Official government statistics on traffic deaths in southwest India significantly misrepresented the number of pedestrian and motorcycle deaths in the region over a two-year period, casting doubt on the reliability of that country’s government data on traffic fatalities, a study led by researchers at the Johns Hopkins Bloomberg School of Public Health suggests.
Researchers compared police reports in Belgaum, Karnataka, a district in southwest India with a population of 4.7 million, with statistics released by India’s National Crime Records Bureau in 2013 and 2014. The researchers found that the official statistics reported pedestrian deaths in the district as 9 percent of total traffic deaths versus 21 percent based on their review of the district’s police reports. For motorcycle deaths, the national data reported that they made up 37 percent of traffic deaths while the researchers found the number was 49 percent.

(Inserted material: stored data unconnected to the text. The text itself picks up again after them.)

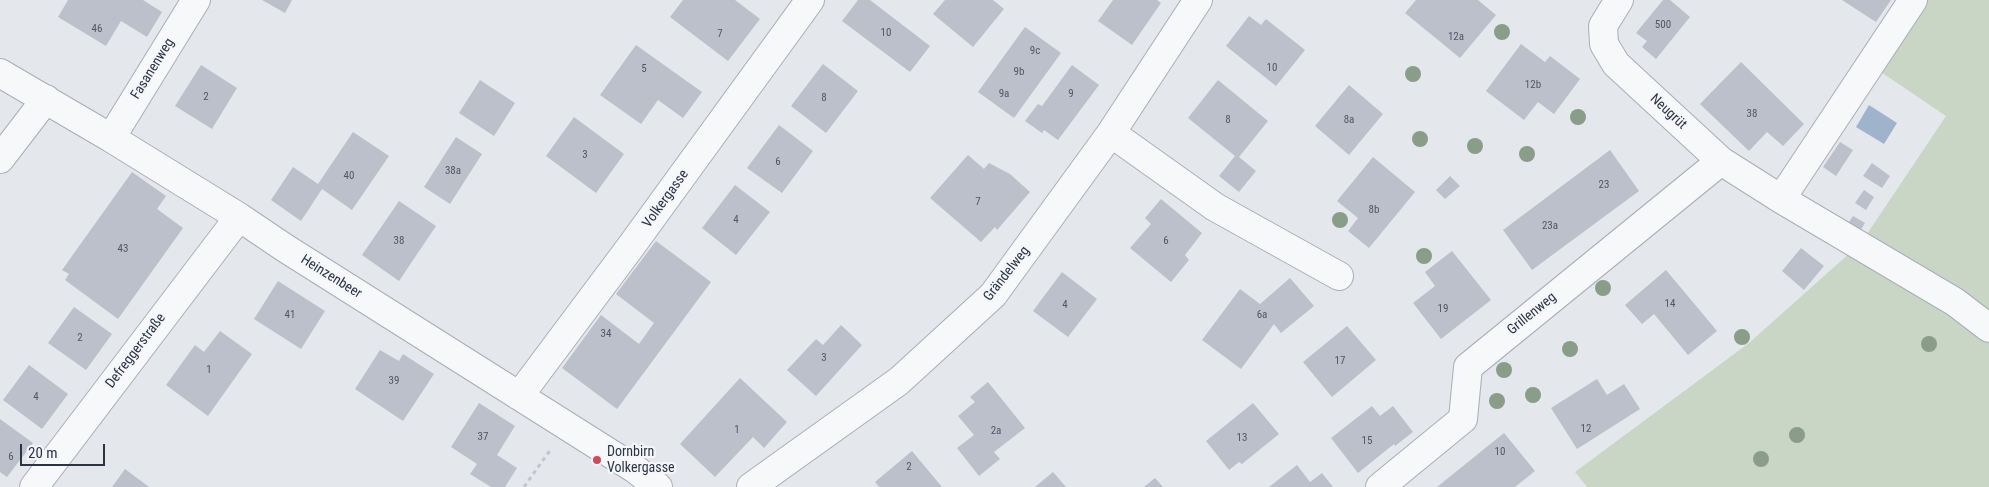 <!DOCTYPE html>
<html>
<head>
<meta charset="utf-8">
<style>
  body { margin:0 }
  #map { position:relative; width:1989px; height:487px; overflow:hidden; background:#e4e7ec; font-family:"Roboto Condensed",sans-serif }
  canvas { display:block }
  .scale { position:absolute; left:20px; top:444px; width:85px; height:22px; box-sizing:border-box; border:2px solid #2b3445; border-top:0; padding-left:6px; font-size:15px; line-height:18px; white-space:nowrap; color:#2b3445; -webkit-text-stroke:4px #f4f6f9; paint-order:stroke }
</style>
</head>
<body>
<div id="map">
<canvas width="1989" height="487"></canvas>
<div class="scale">20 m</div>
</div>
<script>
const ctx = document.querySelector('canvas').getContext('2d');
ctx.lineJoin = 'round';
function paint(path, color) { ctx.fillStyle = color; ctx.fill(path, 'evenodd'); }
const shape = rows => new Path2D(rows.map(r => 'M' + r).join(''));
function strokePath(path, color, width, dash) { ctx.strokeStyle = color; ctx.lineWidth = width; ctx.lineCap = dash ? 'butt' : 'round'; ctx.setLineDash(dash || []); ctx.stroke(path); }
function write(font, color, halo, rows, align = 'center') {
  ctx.font = font + ' "Roboto Condensed",sans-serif'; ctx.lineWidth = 4.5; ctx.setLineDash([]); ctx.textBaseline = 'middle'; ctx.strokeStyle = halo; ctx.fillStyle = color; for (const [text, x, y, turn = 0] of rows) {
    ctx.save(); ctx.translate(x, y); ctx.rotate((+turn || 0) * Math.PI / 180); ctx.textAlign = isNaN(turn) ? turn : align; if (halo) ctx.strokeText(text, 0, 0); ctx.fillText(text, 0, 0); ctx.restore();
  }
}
paint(shape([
  [1916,0,1989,0,1989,487,1587,487,1575,472,1749,343,1861,243,1946,116,1872,66]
]), '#c9d6c5');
paint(shape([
  [1869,105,1897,123,1884,144,1856,127]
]), '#9fb4cc');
paint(shape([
  [68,0,143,0,162,12,147,37,121,21,106,46,58,17],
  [262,0,292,0,285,13],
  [683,0,735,0,760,19,728,61,670,17],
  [858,0,870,0,930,46,910,72,842,21],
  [945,0,993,0,1004,9,973,47,933,14],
  [1113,0,1157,0,1161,3,1132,45,1098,21],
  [1416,0,1478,0,1496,15,1460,58,1405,13],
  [1663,0,1670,0,1690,17,1656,59,1642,47,1647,41,1636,33],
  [1842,0,1891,0,1876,22],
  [1249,16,1261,25,1266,19,1305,50,1276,86,1226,46],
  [1025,27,1061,53,1014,118,978,92],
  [1521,44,1545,62,1550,56,1580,79,1554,114,1538,102,1524,120,1486,91],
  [636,45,702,92,683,118,658,100,641,124,600,95],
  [1741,62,1804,124,1783,146,1767,132,1749,151,1700,104],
  [823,64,858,91,826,133,791,106],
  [201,65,237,88,212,129,175,106],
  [1072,65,1099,85,1058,140,1044,130,1042,133,1025,121,1038,104,1042,106],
  [480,80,515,103,494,136,459,113],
  [1218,80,1268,121,1239,157,1256,171,1239,192,1219,176,1235,156,1188,118],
  [1349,85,1383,114,1349,155,1315,126],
  [574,117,624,154,596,193,546,156],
  [779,125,813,151,782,193,747,168],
  [353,132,389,156,352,210,322,189,301,221,271,200,293,167,318,184],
  [456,137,482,154,450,204,424,187],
  [1840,142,1853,150,1836,176,1823,167],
  [1610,150,1639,191,1532,270,1503,230],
  [968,155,984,169,989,163,1010,174,1030,192,997,230,995,227,981,242,930,198],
  [1373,157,1415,192,1369,248,1348,231,1358,218,1337,201],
  [1872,163,1890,176,1882,188,1863,176],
  [132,172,166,196,157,209,183,228,118,319,65,280,69,274,62,270],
  [1450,176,1460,186,1445,199,1436,190],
  [735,185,770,212,736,255,702,228],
  [1864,190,1874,197,1866,210,1855,203],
  [1161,199,1202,233,1185,255,1189,260,1171,282,1130,248,1151,224,1145,218],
  [399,201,436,226,399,281,362,255],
  [1853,216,1865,223,1859,233,1847,225],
  [656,241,711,282,617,409,562,368,601,315,639,344,654,323,616,294],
  [1801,248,1824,266,1804,290,1782,271],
  [1452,251,1491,300,1441,339,1413,303,1435,286,1425,272],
  [1666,270,1717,331,1688,355,1654,314,1642,324,1625,305],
  [1062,272,1097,299,1068,337,1033,311],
  [1290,278,1314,306,1281,333,1274,324,1241,369,1202,340,1240,289,1260,304],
  [278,281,325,311,301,349,254,319],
  [74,307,112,334,86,370,48,343],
  [841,325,862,345,816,396,787,370,816,339,823,345],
  [1347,326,1376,360,1332,397,1303,362],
  [220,331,252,354,208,416,166,385,195,345,204,352],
  [380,350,399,361,403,354,434,374,403,421,355,389],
  [29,365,68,394,42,429,3,400],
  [740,378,787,422,764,448,753,437,715,477,680,444],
  [1597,379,1607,395,1624,384,1640,409,1577,449,1551,408],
  [988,382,1025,428,994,452,1000,459,979,476,957,448,974,435,958,416,975,402,970,397],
  [479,403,515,426,497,455,517,468,505,487,491,487,470,474,477,464,451,447],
  [1253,403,1279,434,1242,464,1239,462,1229,470,1206,441],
  [1372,406,1380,416,1393,406,1413,432,1395,446,1394,444,1358,473,1331,438],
  [0,419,33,443,7,477,0,472],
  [1504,433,1535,471,1515,487,1437,487],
  [912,451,942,487,879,487,875,482],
  [1297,465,1310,482,1322,473,1333,487,1269,487],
  [125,469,149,487,112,487],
  [1053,472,1066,487,1035,487],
  [1155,478,1163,487,1144,487]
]), '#bbc0ca');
const minor = shape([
  [1619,0,1603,26,1604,44,1616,64,1721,161,1781,199,1955,302,1989,328],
  [0,73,111,138,239,217,285,248,635,469,658,487],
  [1111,133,1215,207,1339,276],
  [111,138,196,0],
  [0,159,46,99],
  [1781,199,1913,0],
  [519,396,629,249,810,0],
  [34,487,239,217],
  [751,487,899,381,993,295,1111,133,1198,0],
  [1380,487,1463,419,1468,367,1721,161]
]);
strokePath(minor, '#a9aeb7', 30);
strokePath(shape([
  [524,487,551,449]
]), '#c2c5cb', 3, [4, 4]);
strokePath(minor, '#f7f8fa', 28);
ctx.fillStyle = '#899d89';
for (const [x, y] of [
  [1502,32],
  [1413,74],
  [1578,117],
  [1420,139],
  [1475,146],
  [1527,154],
  [1340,220],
  [1424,256],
  [1603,288],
  [1742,337],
  [1929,344],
  [1570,349],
  [1504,370],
  [1533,395],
  [1497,401],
  [1797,435],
  [1761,459]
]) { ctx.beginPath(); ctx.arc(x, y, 8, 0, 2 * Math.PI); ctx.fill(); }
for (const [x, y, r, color] of [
  [597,460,5,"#d1495b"]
]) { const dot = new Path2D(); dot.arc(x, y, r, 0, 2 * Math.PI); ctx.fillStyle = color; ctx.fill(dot); strokePath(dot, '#f4f6f9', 2); }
write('11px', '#4f5766', null, [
  ["500",1663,25],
  ["46",97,29],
  ["10",886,33],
  ["7",720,34],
  ["12a",1456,37],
  ["9c",1035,51],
  ["10",1272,68],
  ["5",644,69],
  ["9b",1019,72],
  ["12b",1533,85],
  ["9a",1004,94],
  ["9",1071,94],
  ["2",206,97],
  ["8",824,98],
  ["38",1752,114],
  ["8",1228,120],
  ["8a",1349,120],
  ["3",585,155],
  ["6",778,162],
  ["38a",453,171],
  ["40",349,176],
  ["23",1604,185],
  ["7",978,202],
  ["8b",1374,210],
  ["4",736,220],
  ["23a",1550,226],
  ["38",399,241],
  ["6",1166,241],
  ["43",123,249],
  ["14",1670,304],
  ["4",1065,305],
  ["19",1443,309],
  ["41",290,315],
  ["6a",1262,315],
  ["34",606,334],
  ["2",80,338],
  ["3",824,358],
  ["17",1340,361],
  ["1",209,370],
  ["39",394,381],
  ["4",36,397],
  ["12",1586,429],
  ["1",737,430],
  ["2a",996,431],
  ["37",483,437],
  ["13",1242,438],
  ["15",1367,441],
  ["10",1500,452],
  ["6",11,457],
  ["2",909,467]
]);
write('14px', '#2b3445', '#f4f6f9', [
  ["Fasanenweg",153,69,-58],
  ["Neugrüt",1668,112,43],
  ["Volkergasse",666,199,-54],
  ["Grändelweg",1007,274,-52],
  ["Heinzenbeer",331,277,32],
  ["Grillenweg",1532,314,-39],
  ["Defreggerstraße",136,351,-53]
]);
write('14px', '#2b3445', '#f4f6f9', [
  ["Dornbirn",607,452],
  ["Volkergasse",607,468]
], 'left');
</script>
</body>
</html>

The findings were published online July 28 in the journal Injury Prevention.
“Our study suggests that taken together pedestrians and motorcyclists account for the vast majority of traffic deaths in India,” says Dr. Kavi Bhalla an assistant professor in the department of international health at the Bloomberg School and the study’s lead author. “The official national statistics for 2014 put the proportion at less than a third. The Indian government claims that they intend to cut traffic deaths by half, but this is impossible to achieve without knowing how people die on the roads.”
Dr. Bhalla says the findings suggest that the Indian government could be misallocating its resources since it doesn’t have a full picture of what is happening on the roads.